─── Data under study

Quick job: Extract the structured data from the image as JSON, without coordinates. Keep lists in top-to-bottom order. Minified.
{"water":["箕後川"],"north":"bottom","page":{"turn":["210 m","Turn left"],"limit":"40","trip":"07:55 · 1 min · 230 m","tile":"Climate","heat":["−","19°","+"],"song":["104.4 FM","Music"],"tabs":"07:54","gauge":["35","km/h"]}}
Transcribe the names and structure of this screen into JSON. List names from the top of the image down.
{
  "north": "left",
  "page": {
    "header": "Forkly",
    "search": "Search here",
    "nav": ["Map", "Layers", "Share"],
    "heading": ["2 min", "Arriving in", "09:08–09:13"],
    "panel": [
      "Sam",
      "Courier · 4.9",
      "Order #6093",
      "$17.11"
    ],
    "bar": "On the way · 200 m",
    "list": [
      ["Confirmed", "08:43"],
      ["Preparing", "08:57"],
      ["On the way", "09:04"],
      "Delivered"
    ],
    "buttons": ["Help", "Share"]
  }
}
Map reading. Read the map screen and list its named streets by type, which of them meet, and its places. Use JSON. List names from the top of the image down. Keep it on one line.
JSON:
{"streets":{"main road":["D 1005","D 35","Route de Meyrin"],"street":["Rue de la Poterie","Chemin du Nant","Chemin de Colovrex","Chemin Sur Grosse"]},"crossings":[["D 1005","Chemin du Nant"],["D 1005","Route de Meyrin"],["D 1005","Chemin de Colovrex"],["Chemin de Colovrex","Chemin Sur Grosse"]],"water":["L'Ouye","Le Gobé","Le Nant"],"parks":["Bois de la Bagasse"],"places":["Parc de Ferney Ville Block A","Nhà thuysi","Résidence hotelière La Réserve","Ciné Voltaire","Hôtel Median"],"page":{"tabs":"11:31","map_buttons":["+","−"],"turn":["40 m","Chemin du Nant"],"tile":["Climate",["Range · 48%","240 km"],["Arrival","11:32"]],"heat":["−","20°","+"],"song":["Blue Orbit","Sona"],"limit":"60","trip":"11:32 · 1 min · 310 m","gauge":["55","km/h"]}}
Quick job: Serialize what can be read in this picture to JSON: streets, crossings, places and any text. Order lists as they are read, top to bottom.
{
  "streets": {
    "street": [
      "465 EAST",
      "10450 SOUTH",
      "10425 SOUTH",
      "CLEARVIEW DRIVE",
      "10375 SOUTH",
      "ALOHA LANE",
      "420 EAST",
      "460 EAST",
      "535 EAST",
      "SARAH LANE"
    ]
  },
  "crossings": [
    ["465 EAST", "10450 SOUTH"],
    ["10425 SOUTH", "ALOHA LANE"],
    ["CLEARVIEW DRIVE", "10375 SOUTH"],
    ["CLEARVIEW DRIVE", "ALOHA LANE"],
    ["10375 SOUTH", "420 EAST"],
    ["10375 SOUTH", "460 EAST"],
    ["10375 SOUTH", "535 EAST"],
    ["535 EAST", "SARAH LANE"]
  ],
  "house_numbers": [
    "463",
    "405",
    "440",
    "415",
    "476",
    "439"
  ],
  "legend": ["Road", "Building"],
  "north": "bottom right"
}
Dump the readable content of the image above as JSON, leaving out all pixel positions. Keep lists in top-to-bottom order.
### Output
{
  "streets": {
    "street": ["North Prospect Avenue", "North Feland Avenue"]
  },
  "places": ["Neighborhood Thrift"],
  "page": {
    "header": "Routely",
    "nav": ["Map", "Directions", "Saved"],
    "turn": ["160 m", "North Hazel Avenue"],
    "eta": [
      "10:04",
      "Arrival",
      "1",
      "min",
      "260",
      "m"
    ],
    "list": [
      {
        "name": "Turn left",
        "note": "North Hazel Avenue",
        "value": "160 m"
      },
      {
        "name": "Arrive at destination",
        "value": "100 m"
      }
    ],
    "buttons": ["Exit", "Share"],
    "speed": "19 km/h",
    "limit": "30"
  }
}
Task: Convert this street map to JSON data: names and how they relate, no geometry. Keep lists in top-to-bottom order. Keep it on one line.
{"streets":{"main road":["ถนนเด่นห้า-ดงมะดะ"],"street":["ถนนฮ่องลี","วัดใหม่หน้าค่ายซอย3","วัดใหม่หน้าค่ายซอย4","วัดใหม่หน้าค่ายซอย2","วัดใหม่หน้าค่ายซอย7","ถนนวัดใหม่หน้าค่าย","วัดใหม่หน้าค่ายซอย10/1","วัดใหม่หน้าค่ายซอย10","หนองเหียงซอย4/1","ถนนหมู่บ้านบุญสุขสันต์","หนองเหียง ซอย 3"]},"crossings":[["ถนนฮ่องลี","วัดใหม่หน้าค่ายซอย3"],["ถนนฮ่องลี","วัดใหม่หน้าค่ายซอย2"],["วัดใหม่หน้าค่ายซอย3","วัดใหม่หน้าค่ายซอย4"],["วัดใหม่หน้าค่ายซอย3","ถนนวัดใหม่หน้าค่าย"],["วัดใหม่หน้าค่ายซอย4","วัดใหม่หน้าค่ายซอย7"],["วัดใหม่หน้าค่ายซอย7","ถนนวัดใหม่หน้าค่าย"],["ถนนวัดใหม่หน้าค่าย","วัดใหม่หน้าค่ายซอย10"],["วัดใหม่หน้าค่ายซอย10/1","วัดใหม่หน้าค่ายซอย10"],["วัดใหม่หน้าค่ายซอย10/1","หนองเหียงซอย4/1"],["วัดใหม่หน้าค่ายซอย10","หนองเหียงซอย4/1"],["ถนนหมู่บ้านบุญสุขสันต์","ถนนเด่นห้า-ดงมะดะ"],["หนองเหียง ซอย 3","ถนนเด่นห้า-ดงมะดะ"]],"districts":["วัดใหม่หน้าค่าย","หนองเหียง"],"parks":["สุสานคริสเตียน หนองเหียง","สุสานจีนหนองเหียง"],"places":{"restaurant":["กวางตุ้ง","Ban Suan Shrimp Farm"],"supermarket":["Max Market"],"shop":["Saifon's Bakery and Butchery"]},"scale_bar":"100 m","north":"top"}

──────

What you should do: Write out every entry above exactly as given.

Solution for this task:
Quick job: Extract the structured data from the image as JSON, without coordinates. Keep lists in top-to-bottom order. Minified.
{"water":["箕後川"],"north":"bottom","page":{"turn":["210 m","Turn left"],"limit":"40","trip":"07:55 · 1 min · 230 m","tile":"Climate","heat":["−","19°","+"],"song":["104.4 FM","Music"],"tabs":"07:54","gauge":["35","km/h"]}}
Transcribe the names and structure of this screen into JSON. List names from the top of the image down.
{
  "north": "left",
  "page": {
    "header": "Forkly",
    "search": "Search here",
    "nav": ["Map", "Layers", "Share"],
    "heading": ["2 min", "Arriving in", "09:08–09:13"],
    "panel": [
      "Sam",
      "Courier · 4.9",
      "Order #6093",
      "$17.11"
    ],
    "bar": "On the way · 200 m",
    "list": [
      ["Confirmed", "08:43"],
      ["Preparing", "08:57"],
      ["On the way", "09:04"],
      "Delivered"
    ],
    "buttons": ["Help", "Share"]
  }
}
Map reading. Read the map screen and list its named streets by type, which of them meet, and its places. Use JSON. List names from the top of the image down. Keep it on one line.
JSON:
{"streets":{"main road":["D 1005","D 35","Route de Meyrin"],"street":["Rue de la Poterie","Chemin du Nant","Chemin de Colovrex","Chemin Sur Grosse"]},"crossings":[["D 1005","Chemin du Nant"],["D 1005","Route de Meyrin"],["D 1005","Chemin de Colovrex"],["Chemin de Colovrex","Chemin Sur Grosse"]],"water":["L'Ouye","Le Gobé","Le Nant"],"parks":["Bois de la Bagasse"],"places":["Parc de Ferney Ville Block A","Nhà thuysi","Résidence hotelière La Réserve","Ciné Voltaire","Hôtel Median"],"page":{"tabs":"11:31","map_buttons":["+","−"],"turn":["40 m","Chemin du Nant"],"tile":["Climate",["Range · 48%","240 km"],["Arrival","11:32"]],"heat":["−","20°","+"],"song":["Blue Orbit","Sona"],"limit":"60","trip":"11:32 · 1 min · 310 m","gauge":["55","km/h"]}}
Quick job: Serialize what can be read in this picture to JSON: streets, crossings, places and any text. Order lists as they are read, top to bottom.
{
  "streets": {
    "street": [
      "465 EAST",
      "10450 SOUTH",
      "10425 SOUTH",
      "CLEARVIEW DRIVE",
      "10375 SOUTH",
      "ALOHA LANE",
      "420 EAST",
      "460 EAST",
      "535 EAST",
      "SARAH LANE"
    ]
  },
  "crossings": [
    ["465 EAST", "10450 SOUTH"],
    ["10425 SOUTH", "ALOHA LANE"],
    ["CLEARVIEW DRIVE", "10375 SOUTH"],
    ["CLEARVIEW DRIVE", "ALOHA LANE"],
    ["10375 SOUTH", "420 EAST"],
    ["10375 SOUTH", "460 EAST"],
    ["10375 SOUTH", "535 EAST"],
    ["535 EAST", "SARAH LANE"]
  ],
  "house_numbers": [
    "463",
    "405",
    "440",
    "415",
    "476",
    "439"
  ],
  "legend": ["Road", "Building"],
  "north": "bottom right"
}
Dump the readable content of the image above as JSON, leaving out all pixel positions. Keep lists in top-to-bottom order.
### Output
{
  "streets": {
    "street": ["North Prospect Avenue", "North Feland Avenue"]
  },
  "places": ["Neighborhood Thrift"],
  "page": {
    "header": "Routely",
    "nav": ["Map", "Directions", "Saved"],
    "turn": ["160 m", "North Hazel Avenue"],
    "eta": [
      "10:04",
      "Arrival",
      "1",
      "min",
      "260",
      "m"
    ],
    "list": [
      {
        "name": "Turn left",
        "note": "North Hazel Avenue",
        "value": "160 m"
      },
      {
        "name": "Arrive at destination",
        "value": "100 m"
      }
    ],
    "buttons": ["Exit", "Share"],
    "speed": "19 km/h",
    "limit": "30"
  }
}
Task: Convert this street map to JSON data: names and how they relate, no geometry. Keep lists in top-to-bottom order. Keep it on one line.
{"streets":{"main road":["ถนนเด่นห้า-ดงมะดะ"],"street":["ถนนฮ่องลี","วัดใหม่หน้าค่ายซอย3","วัดใหม่หน้าค่ายซอย4","วัดใหม่หน้าค่ายซอย2","วัดใหม่หน้าค่ายซอย7","ถนนวัดใหม่หน้าค่าย","วัดใหม่หน้าค่ายซอย10/1","วัดใหม่หน้าค่ายซอย10","หนองเหียงซอย4/1","ถนนหมู่บ้านบุญสุขสันต์","หนองเหียง ซอย 3"]},"crossings":[["ถนนฮ่องลี","วัดใหม่หน้าค่ายซอย3"],["ถนนฮ่องลี","วัดใหม่หน้าค่ายซอย2"],["วัดใหม่หน้าค่ายซอย3","วัดใหม่หน้าค่ายซอย4"],["วัดใหม่หน้าค่ายซอย3","ถนนวัดใหม่หน้าค่าย"],["วัดใหม่หน้าค่ายซอย4","วัดใหม่หน้าค่ายซอย7"],["วัดใหม่หน้าค่ายซอย7","ถนนวัดใหม่หน้าค่าย"],["ถนนวัดใหม่หน้าค่าย","วัดใหม่หน้าค่ายซอย10"],["วัดใหม่หน้าค่ายซอย10/1","วัดใหม่หน้าค่ายซอย10"],["วัดใหม่หน้าค่ายซอย10/1","หนองเหียงซอย4/1"],["วัดใหม่หน้าค่ายซอย10","หนองเหียงซอย4/1"],["ถนนหมู่บ้านบุญสุขสันต์","ถนนเด่นห้า-ดงมะดะ"],["หนองเหียง ซอย 3","ถนนเด่นห้า-ดงมะดะ"]],"districts":["วัดใหม่หน้าค่าย","หนองเหียง"],"parks":["สุสานคริสเตียน หนองเหียง","สุสานจีนหนองเหียง"],"places":{"restaurant":["กวางตุ้ง","Ban Suan Shrimp Farm"],"supermarket":["Max Market"],"shop":["Saifon's Bakery and Butchery"]},"scale_bar":"100 m","north":"top"}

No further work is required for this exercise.